Make an exact copy of all the records that follow, apart from the pictures.
╭─ GIVEN ENTRIES
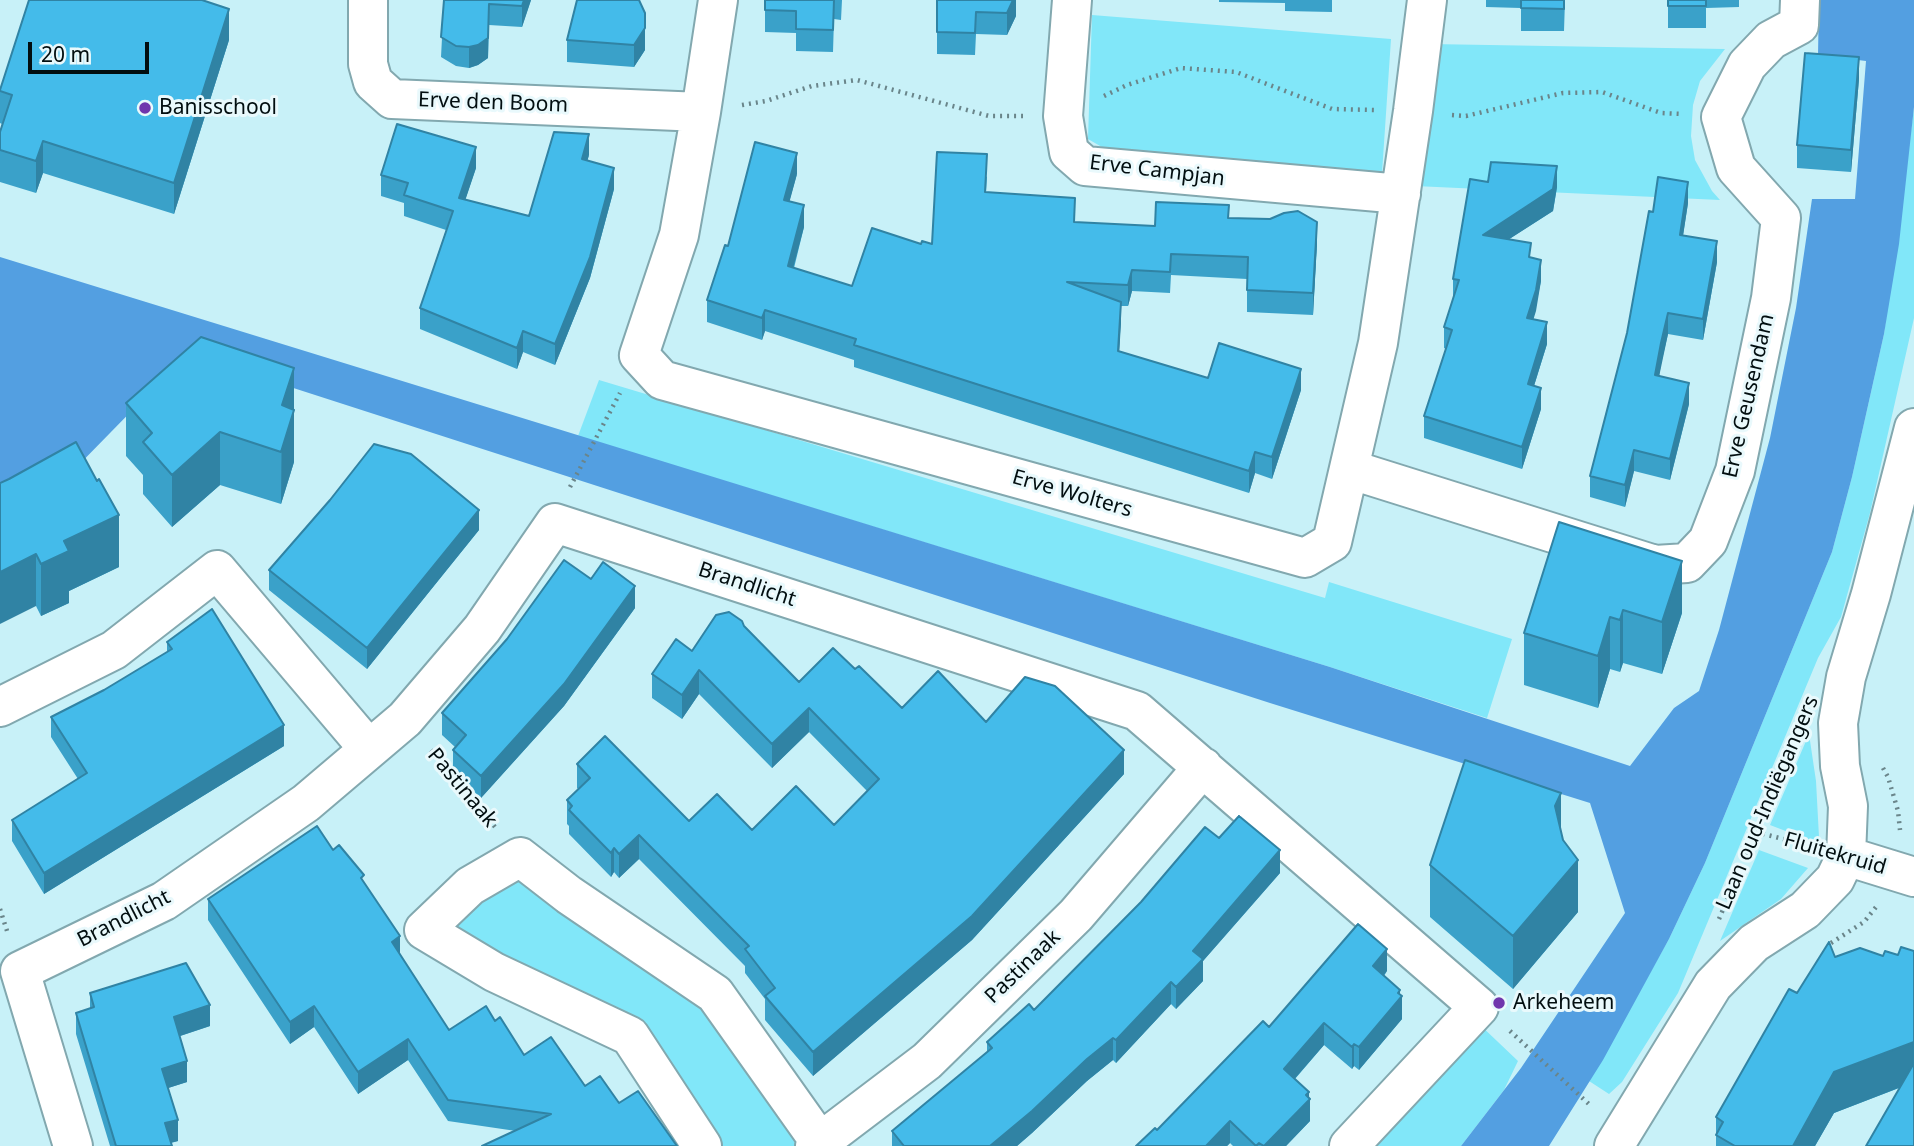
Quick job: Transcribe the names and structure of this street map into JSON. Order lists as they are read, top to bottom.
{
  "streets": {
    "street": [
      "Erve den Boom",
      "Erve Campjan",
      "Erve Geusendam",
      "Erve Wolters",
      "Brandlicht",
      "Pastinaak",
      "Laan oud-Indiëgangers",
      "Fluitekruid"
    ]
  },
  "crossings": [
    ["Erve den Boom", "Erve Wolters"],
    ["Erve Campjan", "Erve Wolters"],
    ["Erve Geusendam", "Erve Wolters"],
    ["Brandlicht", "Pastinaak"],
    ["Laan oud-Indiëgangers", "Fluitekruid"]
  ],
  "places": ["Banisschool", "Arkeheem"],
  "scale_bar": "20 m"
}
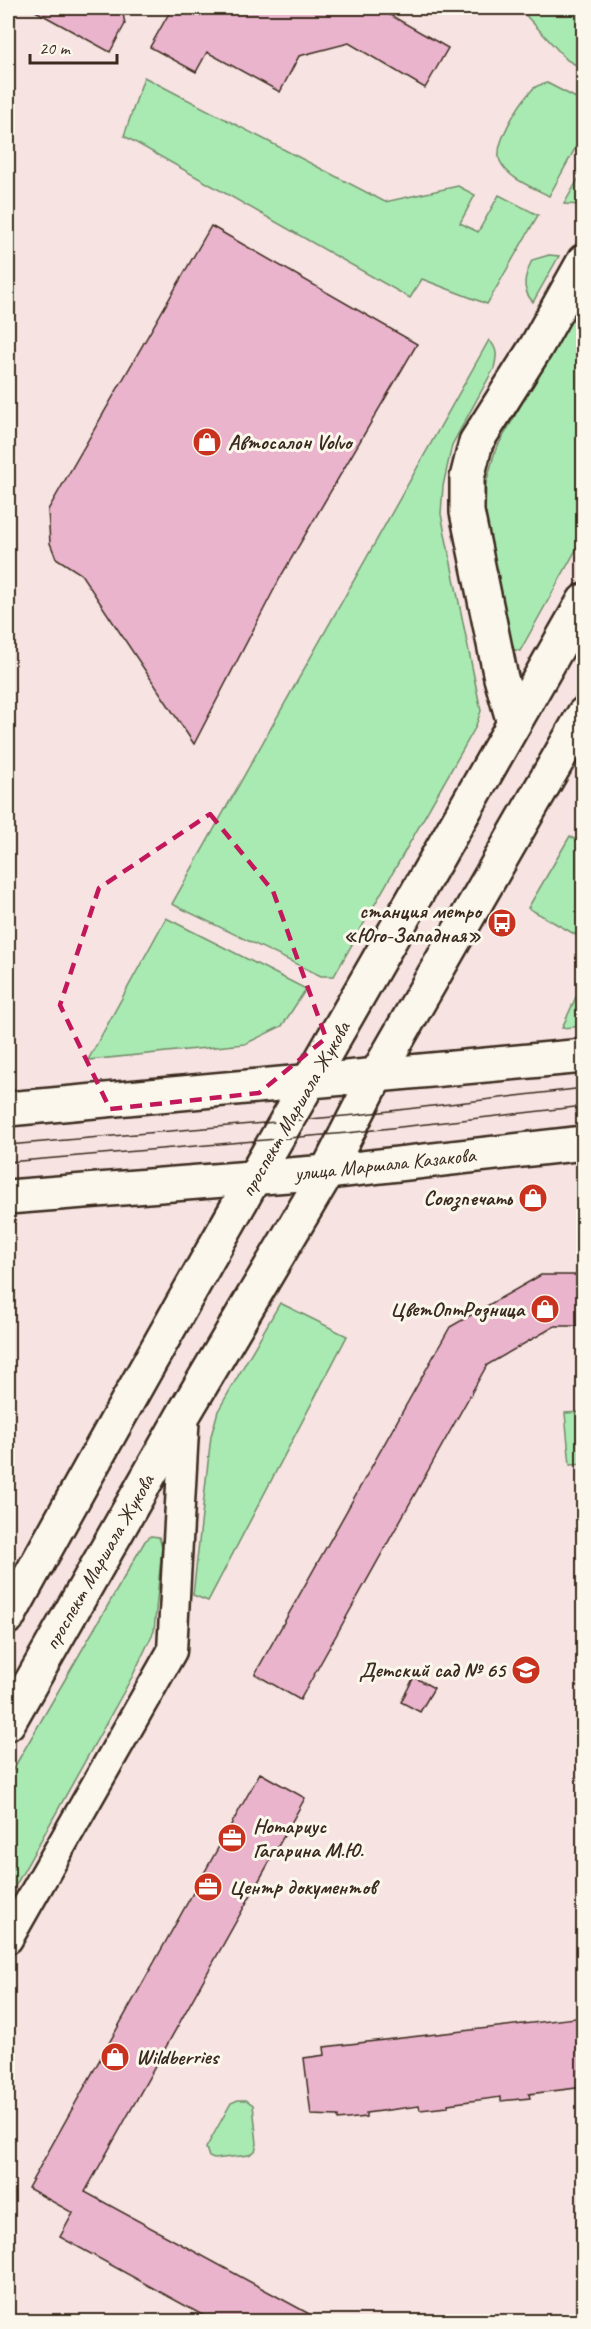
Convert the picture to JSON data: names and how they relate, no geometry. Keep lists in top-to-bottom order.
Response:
╰─
* _WRITTEN SOLUTION_
Quick job: Transcribe the names and structure of this street map into JSON. Order lists as they are read, top to bottom.
{
  "streets": {
    "street": [
      "Erve den Boom",
      "Erve Campjan",
      "Erve Geusendam",
      "Erve Wolters",
      "Brandlicht",
      "Pastinaak",
      "Laan oud-Indiëgangers",
      "Fluitekruid"
    ]
  },
  "crossings": [
    ["Erve den Boom", "Erve Wolters"],
    ["Erve Campjan", "Erve Wolters"],
    ["Erve Geusendam", "Erve Wolters"],
    ["Brandlicht", "Pastinaak"],
    ["Laan oud-Indiëgangers", "Fluitekruid"]
  ],
  "places": ["Banisschool", "Arkeheem"],
  "scale_bar": "20 m"
}
Convert the picture to JSON data: names and how they relate, no geometry. Keep lists in top-to-bottom order.
Response:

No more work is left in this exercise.